New imaging strategy to address challenges in the field. The lethal and transmissible nature of the paramyxoviruses Hendra virus and Nipah virus (HeV, NiV) makes these pathogens of serious concern. These are also ideal models for developing an innovative new imaging platform at the interface between bioengineering and virology. Despite the relative abundance of crystal structure data for the paramyxovirus fusion machinery, the dynamic processes - starting with the binding of virus to the host cell and ending with infection -- are poorly understood. The interplay between the envelope viral glycoproteins that leads to activation of the fusion process has eluded rigorous analysis. Imaging the viral fusion nano-machinery will deepen our understanding of viral membrane fusion and will allow us to identify strategies for interfering with the process and arresting the infection cycle. We propose to capture, immobilize, and visualize activated intermediate states of the fusion process, exposing the conserved domains that are essential for viral entry. While the activated conformation is normally present only at the surface of live cells, we propose to use engineered liposomes to capture and immobilize transitional states. We will use receptor molecules, presented in a biomimetic fashion on the surface of the liposomes, to "trigger" the fusion protein and activate the conformational change in the viral fusion machinery. We will then use fusion inhibitory peptides to arrest the fusion machinery in its activated state, and thus immobilize the captured intermediates with the liposomes. These complexes will then be analyzed by cryo-electron tomography.

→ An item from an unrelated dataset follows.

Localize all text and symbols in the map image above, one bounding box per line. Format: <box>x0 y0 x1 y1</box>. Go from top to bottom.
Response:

Aim 1. Generate NiV fusion machinery intermediate states 1.1 Trapping intermediate states of the NiV fusion machinery. We will capture the NiV fusion machinery at intermediate stages of the fusion reaction, by first activating the fusion process using cellular receptor molecules presented on liposomes, and then trapping fusion intermediates with fusion-inhibitory peptides that block the conformational refolding of the fusion protein that is required for completing membrane fusion. 1.2 Functional and morphological studies of different states of the fusion process. Fluorescence spectroscopy and negative-stain transmission electron microscopy will be used to determine the stability of the captured complexes from sub aim 1.1.
Aim 2. Determine how the receptor binding and fusion proteins interact during binding and fusion activation Electron cryo-tomography (ECT) imaging of NiV fusion machinery. Using ECT we will visualize the process and requirements for the NiV receptor binding protein (G) to trigger fusion (F) protein-mediated fusion and subsequent steps in F structural rearrangement.

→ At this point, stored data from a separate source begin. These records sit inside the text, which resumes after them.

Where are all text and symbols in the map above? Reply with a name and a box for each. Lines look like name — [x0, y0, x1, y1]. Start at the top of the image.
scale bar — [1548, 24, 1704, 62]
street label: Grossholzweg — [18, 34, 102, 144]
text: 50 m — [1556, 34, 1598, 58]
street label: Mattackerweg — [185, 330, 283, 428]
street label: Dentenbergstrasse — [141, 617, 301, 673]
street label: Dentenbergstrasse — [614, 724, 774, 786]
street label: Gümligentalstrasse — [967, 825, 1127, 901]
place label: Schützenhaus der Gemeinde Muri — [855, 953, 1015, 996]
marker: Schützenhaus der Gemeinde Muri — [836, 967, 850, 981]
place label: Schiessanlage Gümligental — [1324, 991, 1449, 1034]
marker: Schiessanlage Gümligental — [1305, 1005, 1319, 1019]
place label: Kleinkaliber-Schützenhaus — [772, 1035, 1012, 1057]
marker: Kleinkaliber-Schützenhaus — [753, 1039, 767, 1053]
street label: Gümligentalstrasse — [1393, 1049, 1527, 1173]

The goal of this project is to develop a novel imaging strategy based on the use of artificial liposomes to attract and lock intermediate states of viral fusion complexes. The proposed research seeks to gain a detailed understanding of the function of the viral fusion nano-machinery that paramyxoviruses use to invade host cells. Such an understanding is necessary in order to identify how best to interfere with the cycle of viral infection.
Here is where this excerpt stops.